Pipeline Features

The Consistency module

The CosmoSIS standard library has a particularly helpful module called consistency, which is designed to translate automatically between different ways of expressing cosmological parameters.

For example, if your values file specifies both \(\Omega_m\) and \(h^2\) then it will calculate \(\omega_m \equiv \Omega_m h^2\) for you automatically.

Any sufficient choice of the parameters can be specified and the remainder will be determined.

To use this module, just include the module utility/consistency/consistency_interface.py at the start of a pipeline.

Pre- and post-scripts

CosmoSIS can automatically run a script before executing your pipeline; if the script returns an error code then the pipeline will not be run.

It can also run a script after the

You could use this feature to: - run a check before the pipeline to make sure some test result is as expected. - download some data that is needed for a pipeline. - postprocess results after the pipeline is complete and make some plots.

To use this feature, add lines in the [runtime] section of the parameter file:

[runtime]
pre_script=./my_pre_script.sh
post_script=./my_post_script.sh

Your scripts can be any executable. If the pre-script has a non-zero return value then the pipeline will not run.

Making pipeline graphs

You will need the pygraphviz tool to use this feature. On Conda, you can install it with:

conda install -c conda-forge pygraphviz

Then you can create a graph from the command line using the --graph flag and then the graphviz dot command:

cosmosis --graph des-y1.dot  examples/des-y1.ini
dot -Tpng -o des-y1.png des-y1.dot

And example is shown below:

../_images/des-y1.png

Making a pipeline from a single likelihood function

New in version 3.3

If you have a single likelihood function that you want to use as a pipeline (so that you are really just using CosmoSIS for its sampling features), then you can do it like this:

import cosmosis

def log_like(x):
    # your likelihood function here
    return log_like

param_ranges = [
    (-1.0, 0.0, 1.0),
    # ...
    # min, start, and max of each parameter of the likelihood
]

pipeline = cosmosis.LikelihoodPipeline.from_likelihood_function(log_like, param_ranges)

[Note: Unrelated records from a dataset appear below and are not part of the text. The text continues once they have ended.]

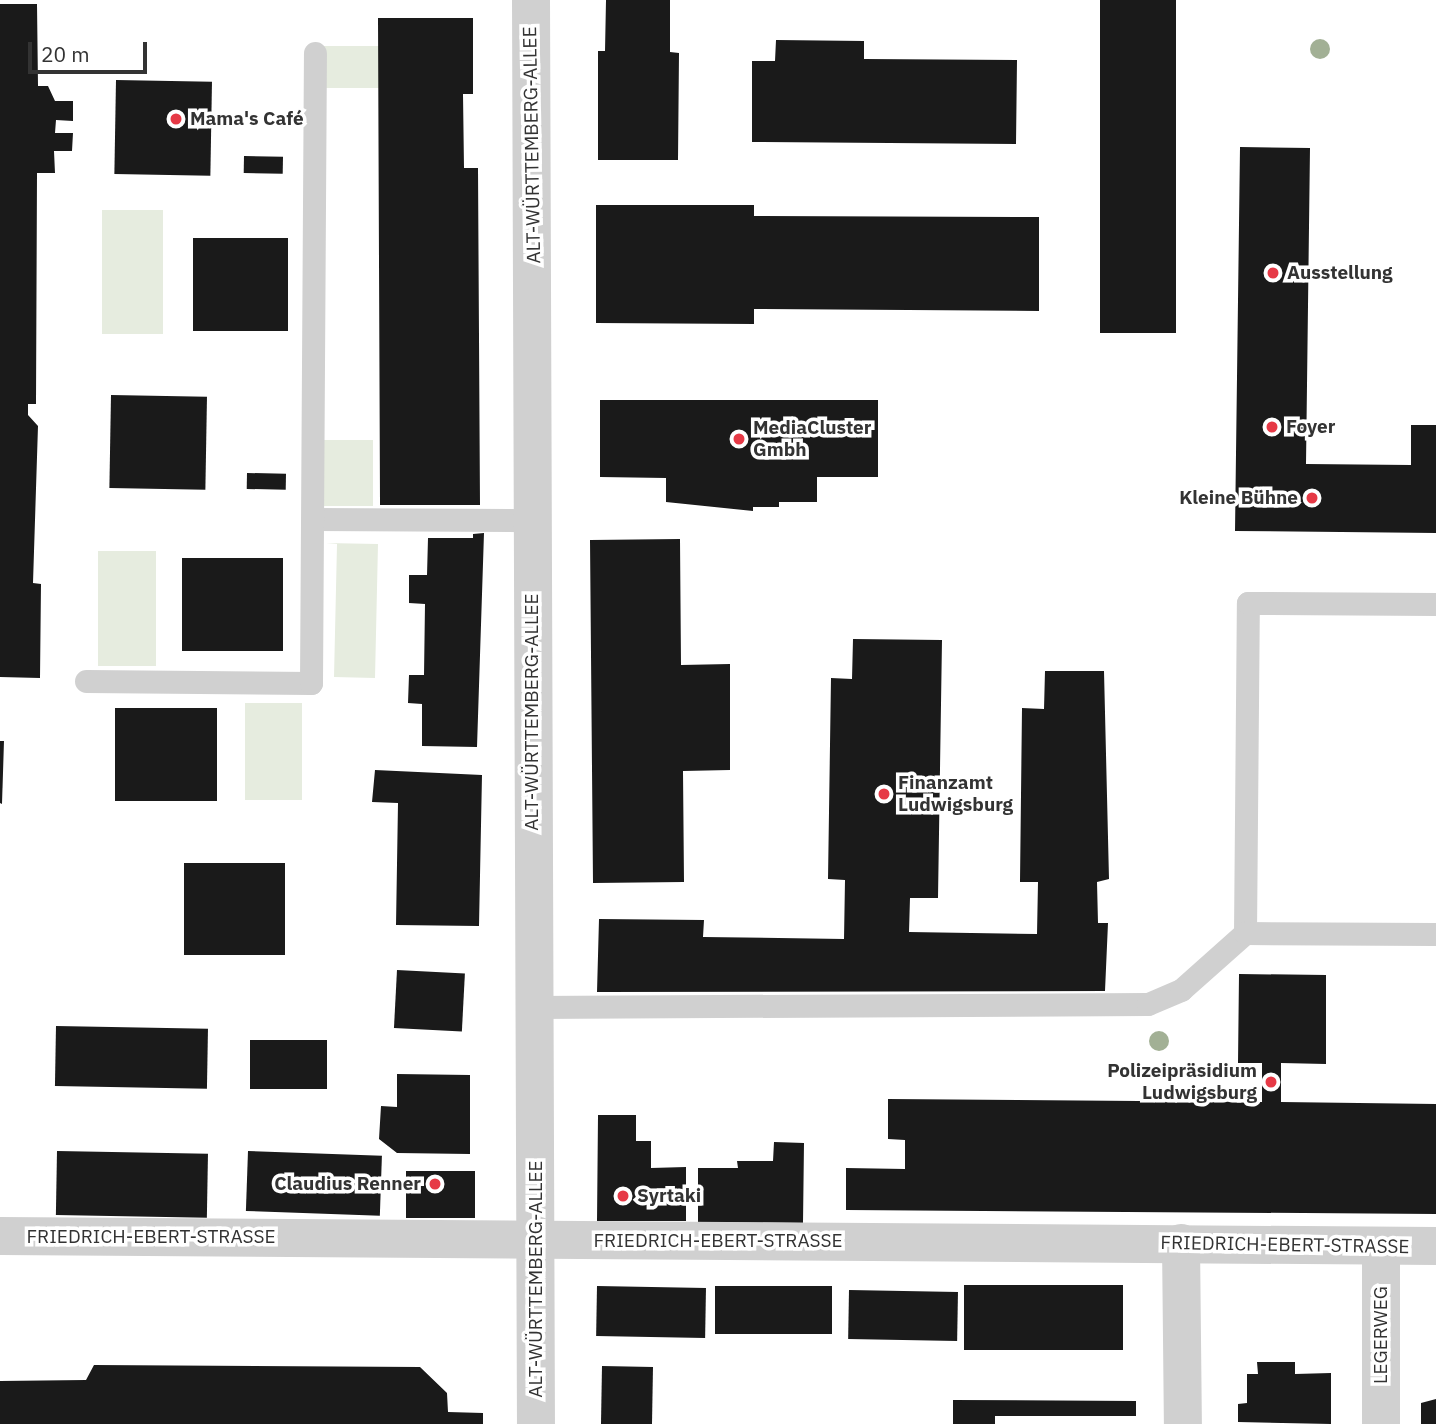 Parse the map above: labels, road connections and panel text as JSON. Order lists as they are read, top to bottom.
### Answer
{
  "streets": {
    "street": ["ALT-WÜRTTEMBERG-ALLEE", "FRIEDRICH-EBERT-STRASSE", "LEGERWEG"]
  },
  "crossings": [
    ["ALT-WÜRTTEMBERG-ALLEE", "FRIEDRICH-EBERT-STRASSE"],
    ["FRIEDRICH-EBERT-STRASSE", "LEGERWEG"]
  ],
  "places": [
    "Mama's Café",
    "Ausstellung",
    "Foyer",
    "MediaCluster Gmbh",
    "Kleine Bühne",
    "Finanzamt Ludwigsburg",
    "Polizeipräsidium Ludwigsburg",
    "Claudius Renner",
    "Syrtaki"
  ],
  "scale_bar": "20 m"
} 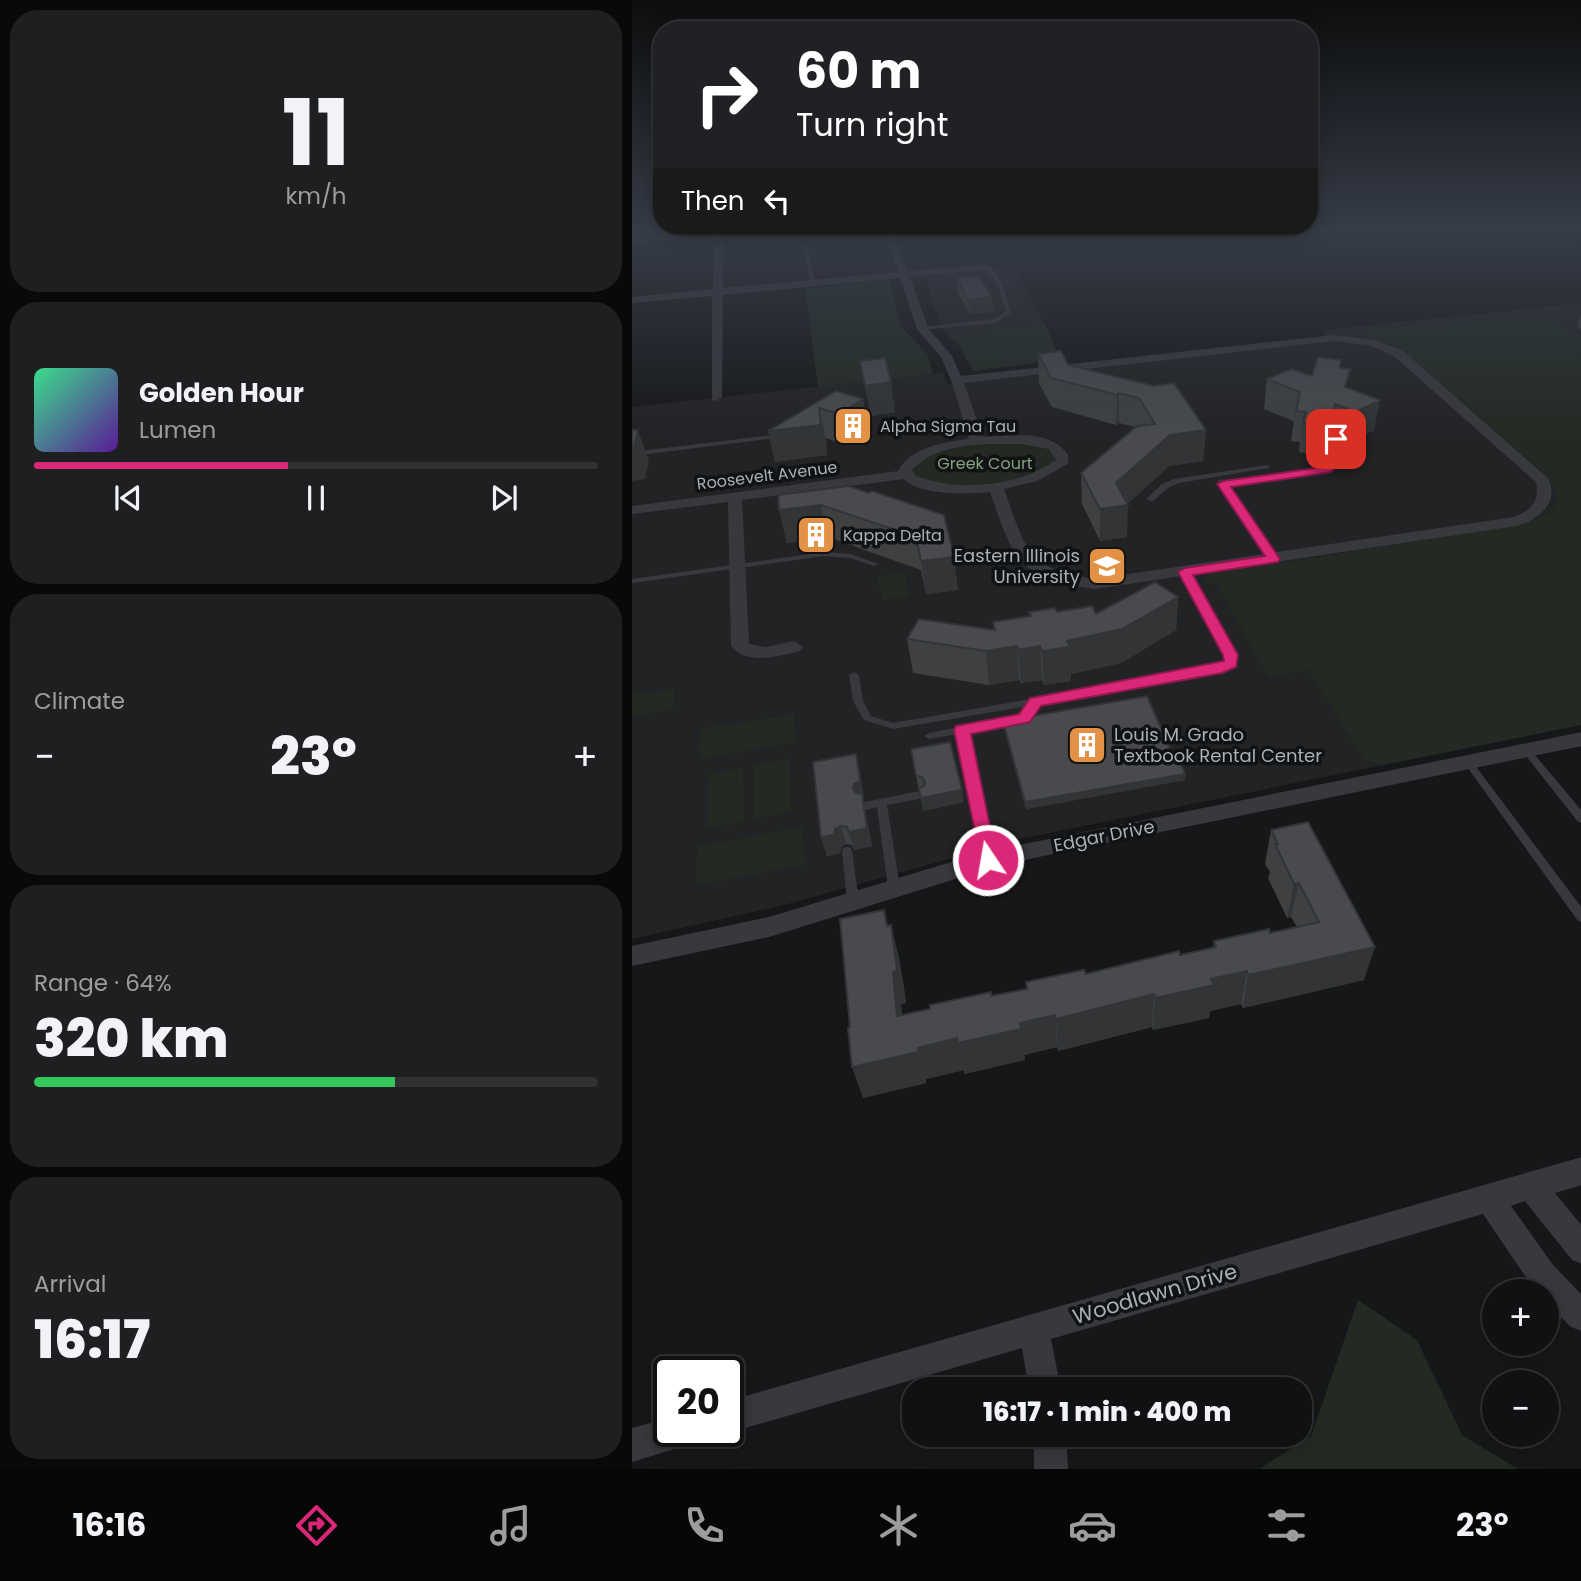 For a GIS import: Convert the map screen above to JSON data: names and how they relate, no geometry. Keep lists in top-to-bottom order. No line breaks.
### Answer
{"streets":{"street":["Roosevelt Avenue","Edgar Drive","Woodlawn Drive"]},"parks":["Greek Court"],"places":{"building":["Alpha Sigma Tau","Kappa Delta","Louis M. Grado Textbook Rental Center"],"school or university":["Eastern Illinois University"]},"page":{"tile":[["11","km/h"],"Climate",["Range · 64%","320 km"],["Arrival","16:17"]],"turn":["60 m","Turn right"],"then":"Then","song":["Golden Hour","Lumen"],"heat":["−","23°","+"],"map_buttons":["+","−"],"limit":"20","trip":"16:17 · 1 min · 400 m","tabs":["16:16","23°"]}} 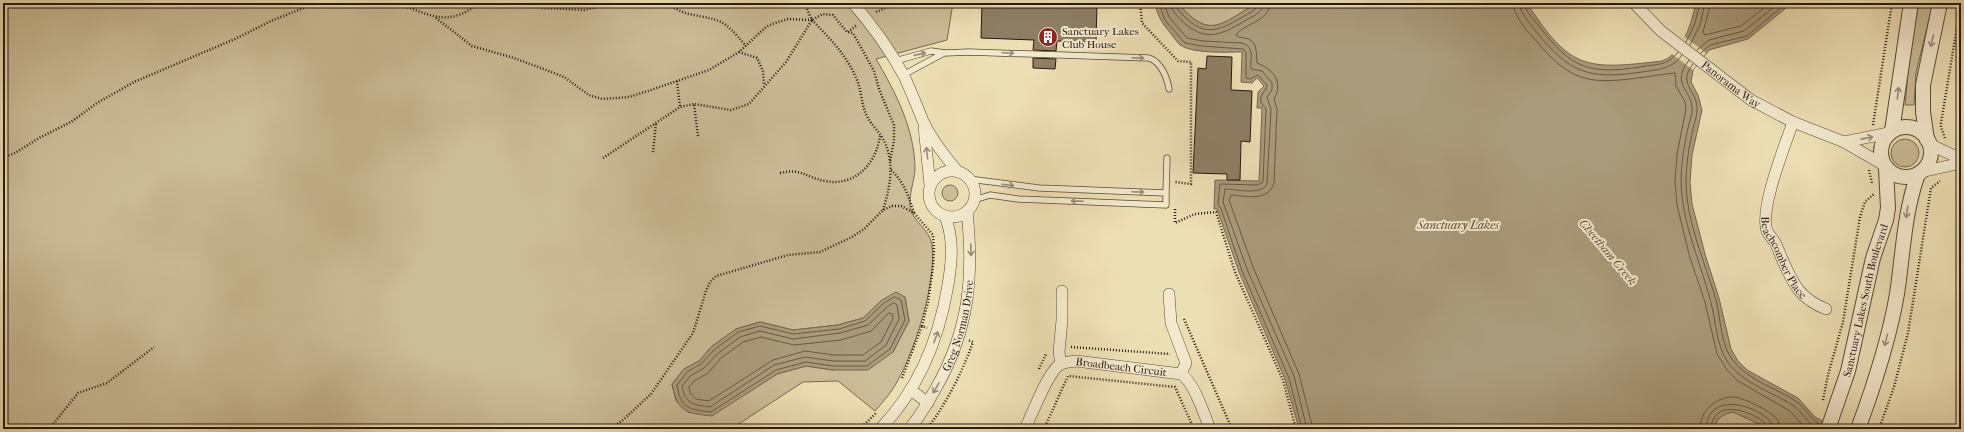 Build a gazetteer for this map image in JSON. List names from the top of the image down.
{
  "streets": {
    "street": [
      "Panorama Way",
      "Beachcomber Place",
      "Sanctuary Lakes South Boulevard",
      "Greg Norman Drive",
      "Broadbeach Circuit"
    ]
  },
  "crossings": [
    ["Panorama Way", "Beachcomber Place"],
    ["Panorama Way", "Sanctuary Lakes South Boulevard"]
  ],
  "water": ["Sanctuary Lakes", "Cheetham Creek"],
  "places": {
    "building": ["Sanctuary Lakes Club House"]
  }
}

You can now test your pipeline, calling pipeline.posterior or pipeline.likelihood, or run a sampler like this:

sampler_config = {
    "runtime": {
        "sampler": "emcee",
        "verbosity": "quiet",
    },

    "emcee": {
        "walkers": 100,
        # ... other emcee parameters
    },
}

status, output = cosmosis.run_cosmosis(sampler_config, pipeline=pipeline, output='astropy')

The output will be an astropy table with the samples and likelihoods.

You can also use derived parameters or supply non-uniform priors. See the LikelihoodPipeline.from_likelihood_function docstring for details.